In Wales, 3,765 metres of beach were cleared and surveyed by 506 volunteers. 130 bags of litter were filled, weighing 191kg.
A total of 5064.8kg of litter was collected across the UK and recorded over the week by dedicated volunteers and the results are in.
It’s encouraging to see that the average litter recorded per 100 metres has continued to drop year on year across the UK. This year, an average of 385 items were found, dropping from averages of 425 in 2020, and 558 in 2019. In Wales, an average of 414 litter items were found, with figures steadily dropping over the last five years in the country.

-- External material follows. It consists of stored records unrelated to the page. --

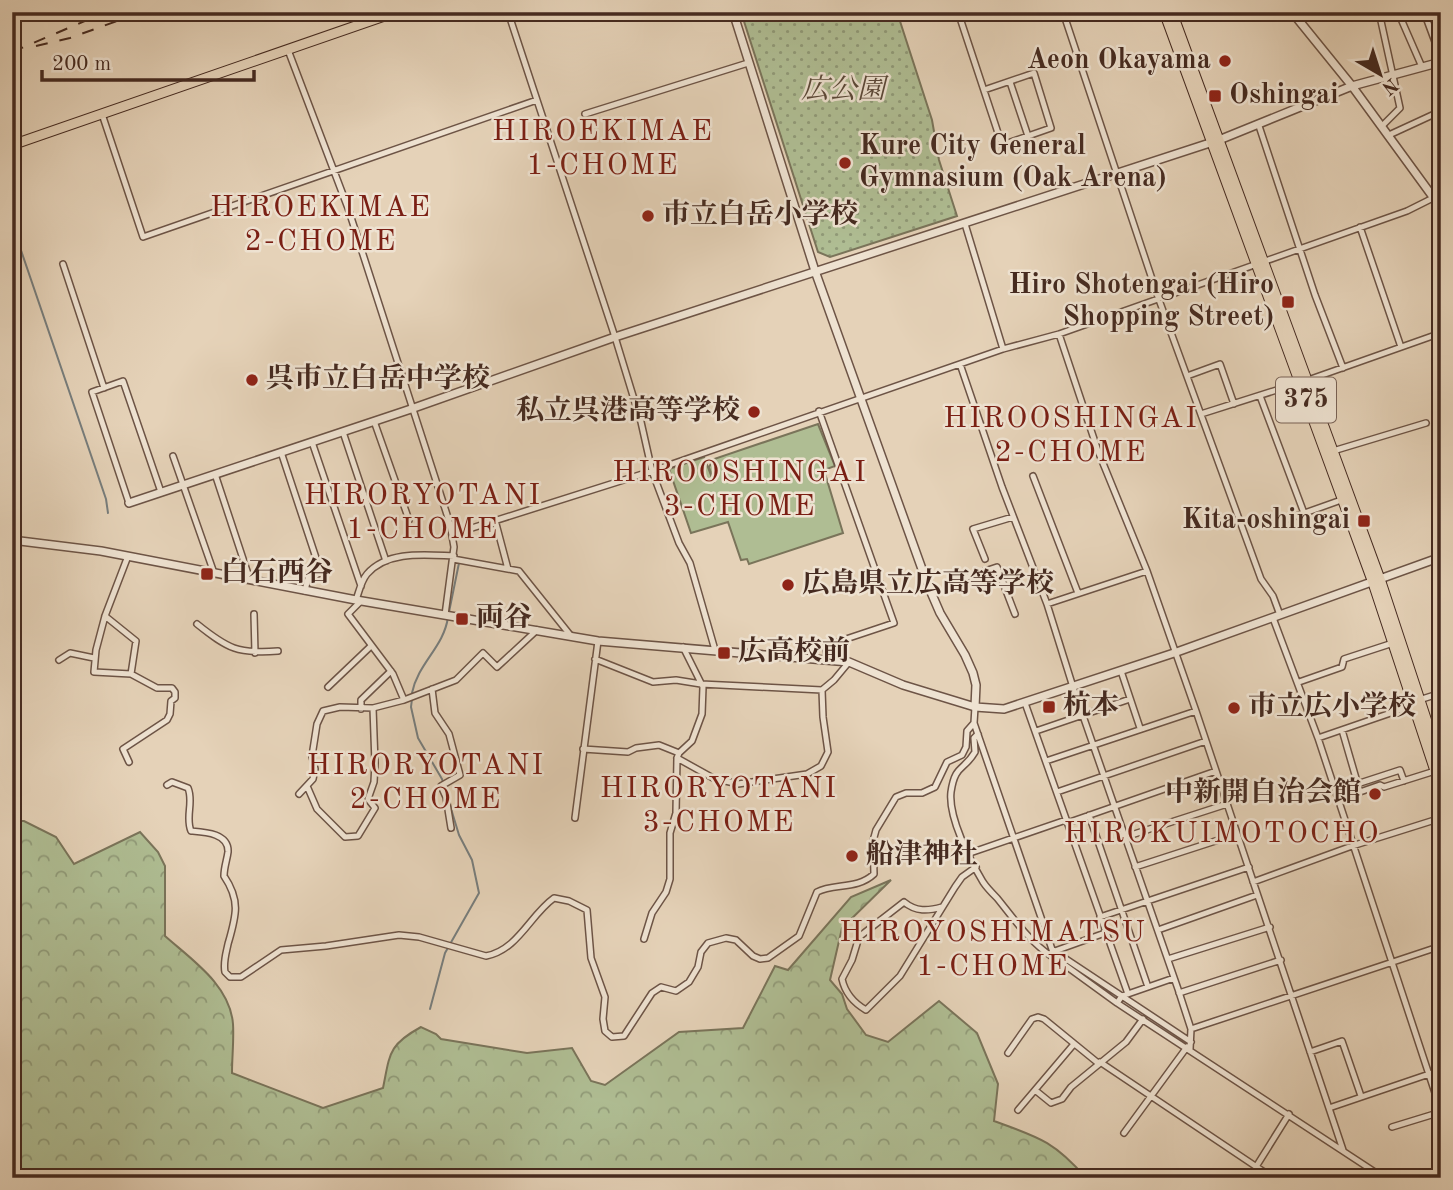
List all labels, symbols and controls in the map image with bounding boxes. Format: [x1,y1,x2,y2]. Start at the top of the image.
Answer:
scale bar [42,38,254,82]
north arrow [1344,38,1414,108]
place label: Aeon Okayama [1027,47,1211,75]
marker: Aeon Okayama [1217,53,1233,69]
text: 200 m [52,54,111,75]
text: N [1377,73,1401,98]
park label: 広公園 [801,74,889,105]
place label: Oshingai [1229,82,1339,110]
marker: Oshingai [1207,88,1223,104]
district label: HIROEKIMAE 1-CHOME [492,117,714,181]
place label: Kure City General Gymnasium (Oak Arena) [859,133,1167,193]
marker: Kure City General Gymnasium (Oak Arena) [837,155,853,171]
district label: HIROEKIMAE 2-CHOME [210,193,432,257]
place label: 市立白岳小学校 [662,199,858,230]
marker: 市立白岳小学校 [640,208,656,224]
place label: Hiro Shotengai (Hiro Shopping Street) [1009,271,1274,332]
marker: Hiro Shotengai (Hiro Shopping Street) [1280,294,1296,310]
place label: 呉市立白岳中学校 [266,363,490,394]
marker: 呉市立白岳中学校 [244,372,260,388]
road number: 375 [1276,378,1336,422]
place label: 私立呉港高等学校 [516,395,740,426]
marker: 私立呉港高等学校 [746,404,762,420]
district label: HIROOSHINGAI 2-CHOME [943,404,1199,468]
district label: HIROOSHINGAI 3-CHOME [612,458,868,522]
district label: HIRORYOTANI 1-CHOME [304,481,542,545]
place label: Kita-oshingai [1182,507,1350,535]
marker: Kita-oshingai [1356,513,1372,529]
place label: 白石西谷 [221,557,333,588]
marker: 白石西谷 [199,566,215,582]
place label: 広島県立広高等学校 [802,568,1054,599]
marker: 広島県立広高等学校 [780,577,796,593]
place label: 両谷 [476,601,532,633]
marker: 両谷 [454,611,470,627]
place label: 広高校前 [738,635,850,667]
marker: 広高校前 [716,645,732,661]
place label: 杭本 [1063,690,1119,721]
place label: 市立広小学校 [1248,691,1416,722]
marker: 杭本 [1041,699,1057,715]
marker: 市立広小学校 [1226,700,1242,716]
district label: HIRORYOTANI 2-CHOME [307,751,545,815]
district label: HIRORYOTANI 3-CHOME [600,774,838,838]
place label: 中新開自治会館 [1165,776,1361,808]
marker: 中新開自治会館 [1367,786,1383,802]
district label: HIROKUIMOTOCHO [1063,819,1381,849]
place label: 船津神社 [866,839,978,870]
marker: 船津神社 [844,848,860,864]
district label: HIROYOSHIMATSU 1-CHOME [839,918,1147,982]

Numbers of single-use plastic bags on UK beaches have continued to drop, from a high of 13 on average in 2013, down to 3 in 2021. Carrier bag charges and bans across the UK have likely had a big impact on this figure, providing a blueprint for similar legislation for other avoidable single-use plastic products.
However, plastic pieces remain the most prevalent form of litter on UK beaches, with an average of 120 pieces found for every 100 metres of beach surveyed in Wales. 82% of litter collected from Welsh beaches this year was made of plastic or polystyrene.

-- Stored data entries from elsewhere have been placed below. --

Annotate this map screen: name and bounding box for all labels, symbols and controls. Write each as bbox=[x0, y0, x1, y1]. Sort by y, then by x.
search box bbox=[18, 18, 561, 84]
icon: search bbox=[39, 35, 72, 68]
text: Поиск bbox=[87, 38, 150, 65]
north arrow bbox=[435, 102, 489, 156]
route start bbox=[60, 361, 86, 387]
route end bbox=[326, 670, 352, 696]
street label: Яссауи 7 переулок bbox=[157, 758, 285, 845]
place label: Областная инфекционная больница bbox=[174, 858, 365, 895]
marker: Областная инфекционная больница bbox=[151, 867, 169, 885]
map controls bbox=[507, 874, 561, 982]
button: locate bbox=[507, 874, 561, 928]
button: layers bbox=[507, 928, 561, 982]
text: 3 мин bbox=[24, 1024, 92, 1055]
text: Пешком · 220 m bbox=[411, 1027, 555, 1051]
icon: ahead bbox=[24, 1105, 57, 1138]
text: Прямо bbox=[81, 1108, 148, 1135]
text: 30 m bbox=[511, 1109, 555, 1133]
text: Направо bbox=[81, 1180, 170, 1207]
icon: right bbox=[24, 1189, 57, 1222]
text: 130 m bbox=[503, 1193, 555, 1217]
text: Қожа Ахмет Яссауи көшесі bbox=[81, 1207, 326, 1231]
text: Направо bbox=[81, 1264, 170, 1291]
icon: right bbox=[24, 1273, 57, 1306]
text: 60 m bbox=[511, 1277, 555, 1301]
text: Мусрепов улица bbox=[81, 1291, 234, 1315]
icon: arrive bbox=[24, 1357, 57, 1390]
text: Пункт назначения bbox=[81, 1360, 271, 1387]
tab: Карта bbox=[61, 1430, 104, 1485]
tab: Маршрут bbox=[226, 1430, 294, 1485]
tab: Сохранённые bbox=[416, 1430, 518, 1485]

With so much beach litter being made from plastic, the Marine Conservation Society is continuing its campaigning for ambitious single-use plastics policies in Wales. These policies would phase out the manufacture and sale of plastic products across the board alongside other measures which would make manufacturers responsible for the pollution their products cause.

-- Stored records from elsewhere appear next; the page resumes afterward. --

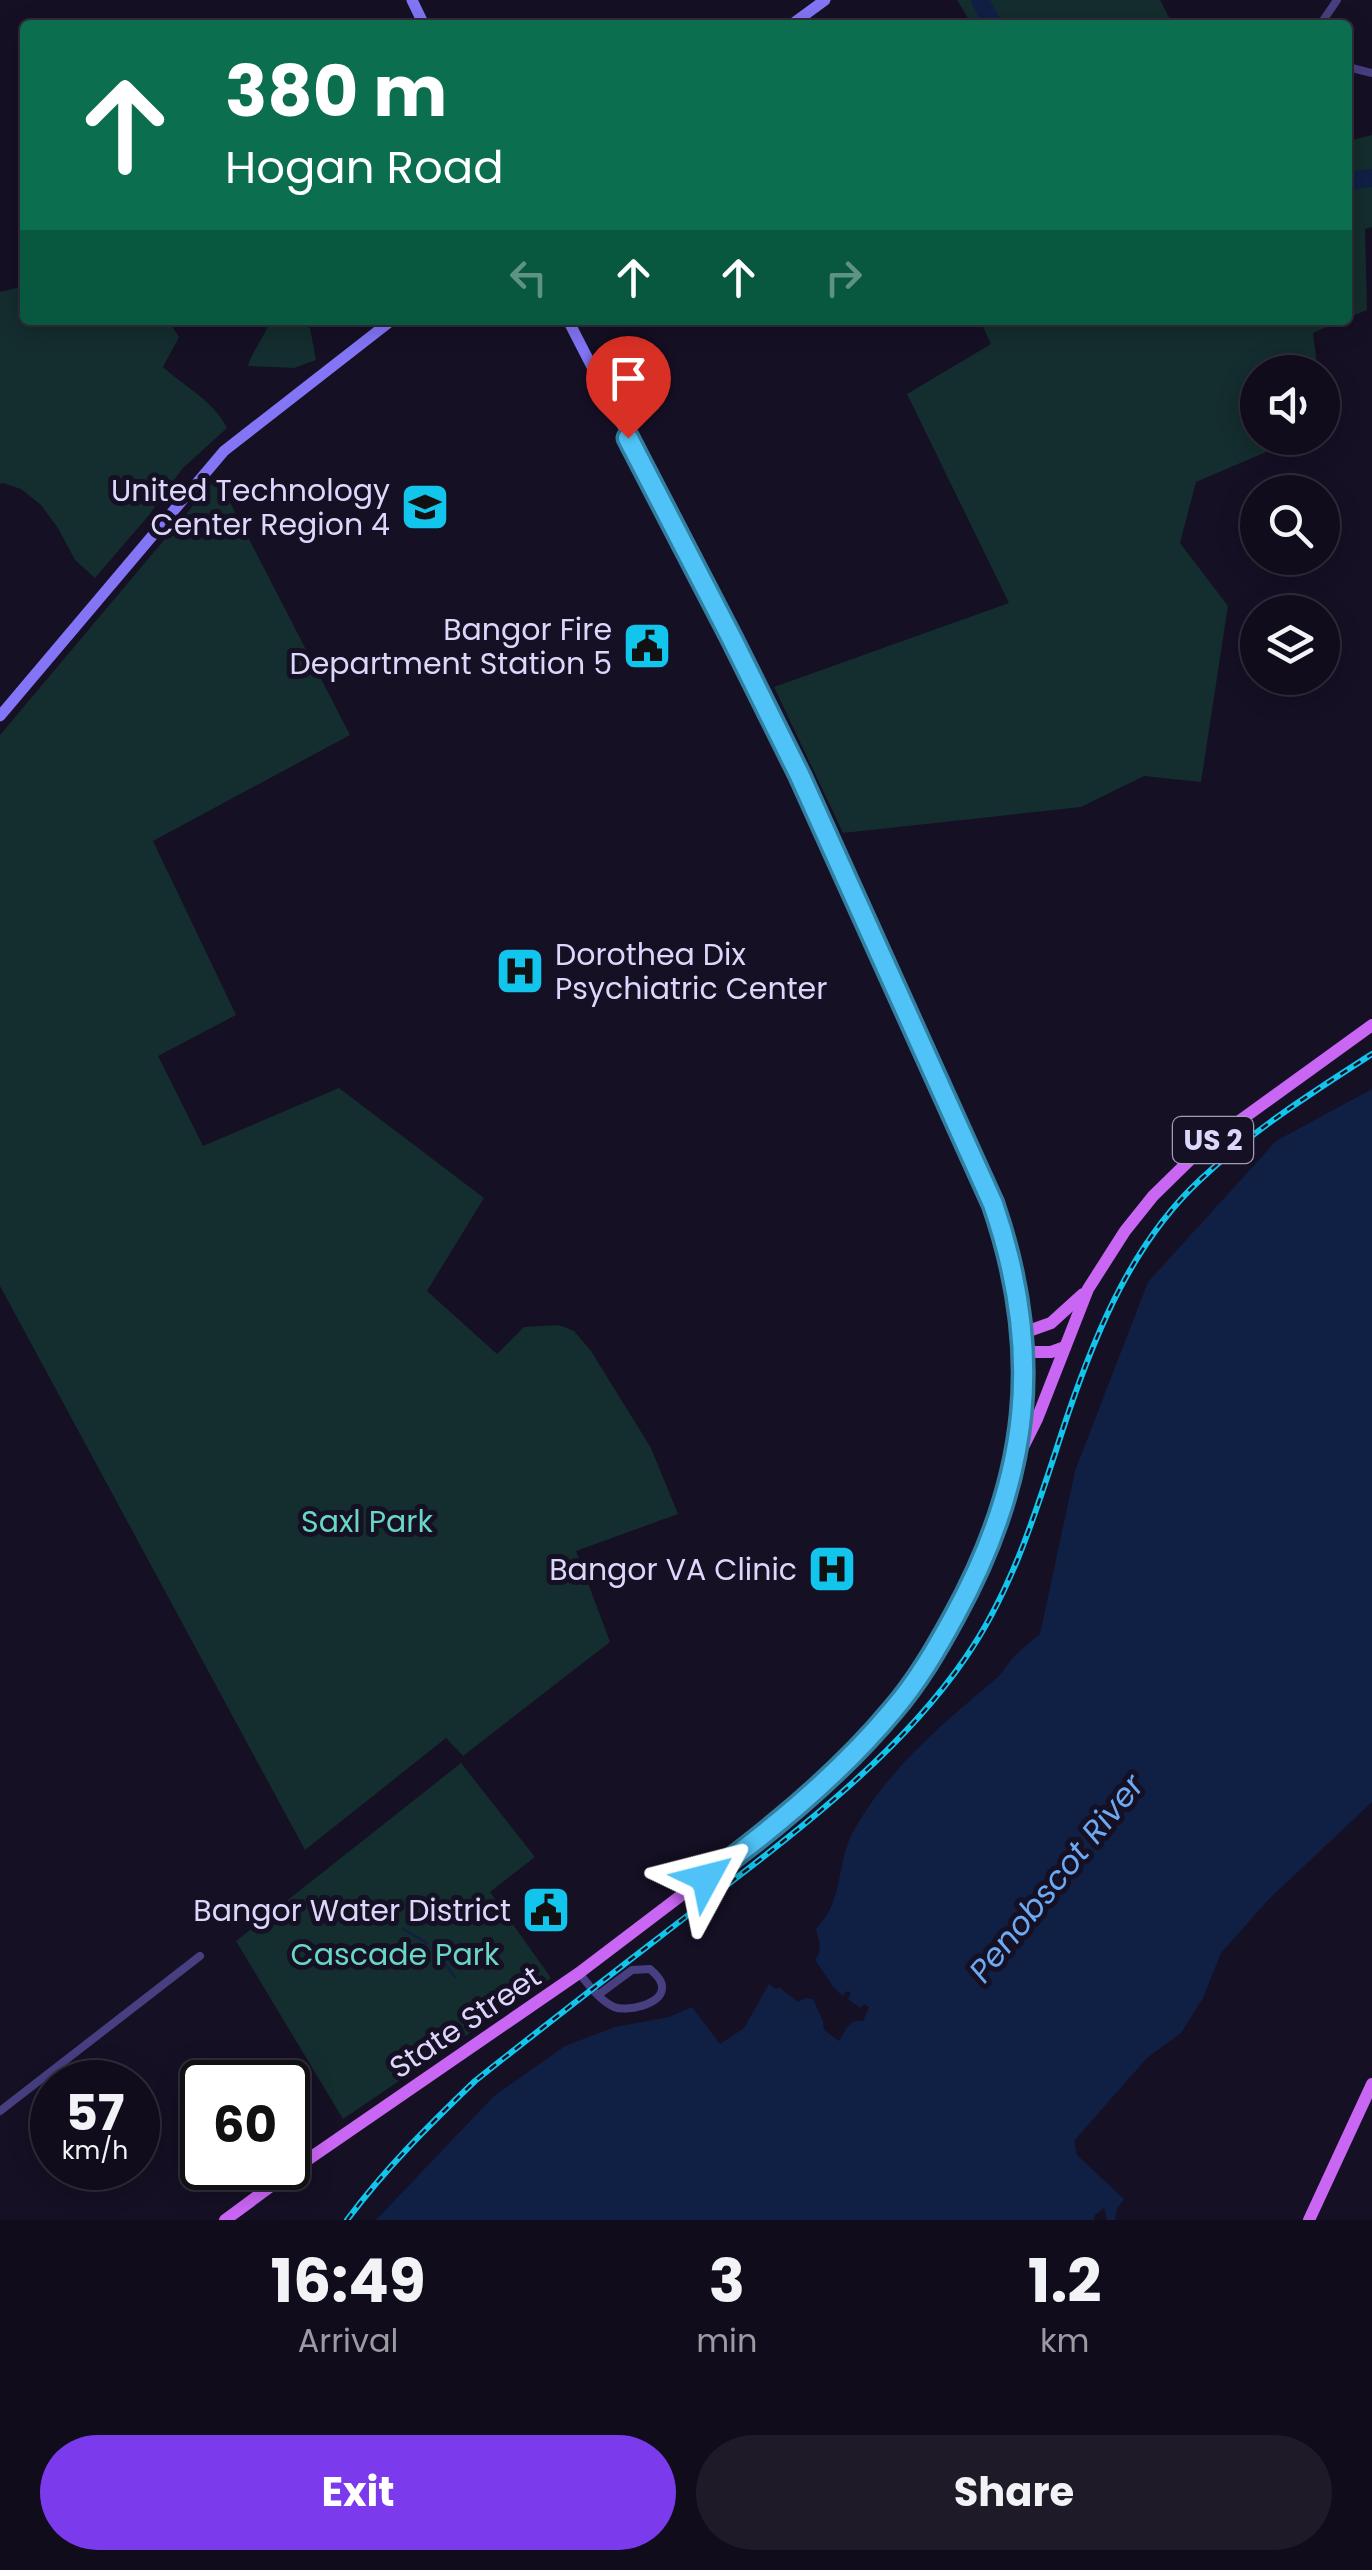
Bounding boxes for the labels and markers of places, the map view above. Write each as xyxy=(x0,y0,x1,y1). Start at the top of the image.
pin xyxy=(586,336,671,439)
place label: United Technology Center Region 4 xyxy=(111,469,390,546)
school or university icon: United Technology Center Region 4 xyxy=(399,481,451,533)
place label: Bangor Fire Department Station 5 xyxy=(290,608,612,685)
public building icon: Bangor Fire Department Station 5 xyxy=(621,620,673,672)
place label: Dorothea Dix Psychiatric Center xyxy=(555,933,827,1010)
hospital icon: Dorothea Dix Psychiatric Center xyxy=(494,945,546,997)
hospital icon: Bangor VA Clinic xyxy=(806,1543,858,1595)
place label: Bangor VA Clinic xyxy=(549,1548,797,1591)
public building icon: Bangor Water District xyxy=(520,1884,572,1936)
place label: Bangor Water District xyxy=(193,1889,511,1932)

Angie Contestabile, Wales Public Affairs Manager at the Marine Conservation Society: “The Welsh Government’s current piecemeal approach to single-use plastics policy just won’t cut it anymore. While we’re seeing a downward trend in litter on beaches, we’re still seeing huge volumes of plastic washing up on our shores.
“A comprehensive and ambitious single-use plastics policy which reduces the manufacture and sale of items is the quickest way of phasing out plastic from our environment. The Senedd could address some of the most common beach litter items with a broad single-use plastic policy. We saw more cigarette stubs on Welsh beaches this year than ever before, a shocking reminder that we must take urgent action to get beach litter under control.”
Top five most common litter items on Welsh beaches (average per 100m)
- Plastic and polystyrene pieces (119.6)
- Cigarette stubs (64.2)
- Fishing line – angling (24.6)
- Crisp and sweet packets, lolly sticks etc (21.2)
- Plastic caps and lids (18.7)
Numbers of cigarette stubs on beaches more than doubled from 2020 to 2021, with this year’s average an all-time high for Welsh beaches.
In 2018, an average of 56 stubs were found per 100m, dropping to 33 in 2019 and just 9 in 2020. The jump to 64 this year is certainly cause for concern. As a result, the Marine Conservation Society is working with peers at ASH Wales to call for a ban on plastic in cigarette filters, and action to reduce smoking-related litter.
Suzanne Cass, CEO of ASH Wales: ‘’It is very disheartening to see that the amount of cigarette butts has more than doubled in the past year. Cigarettes are not only damaging to public health, but are also harmful to the environment. It is estimated that 4.5 trillion cigarette butts are dropped across the planet each year, which ultimately leach harmful chemicals into natural habitats. More needs to be done.
‘’I would encourage decision-makers to take on board this rise in cigarette waste, and implement stronger safeguards to protect our coastline. Our longstanding campaign Smoke Free Beaches addresses this head on, calling for beaches to be smoke and cigarette butt free. If projects such as these became policy it would protect our coastline for years to come.’’
The Marine Conservation Society included PPE items on its survey form for the first time this year*, providing a baseline from which to understand the impact and presence of face masks and gloves in the future. Levels of PPE found this year were similar to 2020, when masks were made mandatory across the UK. 32% of UK beaches cleaned found PPE litter though masks ranked 59 out of 121 for most common litter items. Inland, for the charity’s Source to Sea Litter Quest, 80% of litter picks found PPE in 2021, in comparison to 69% found in 2020.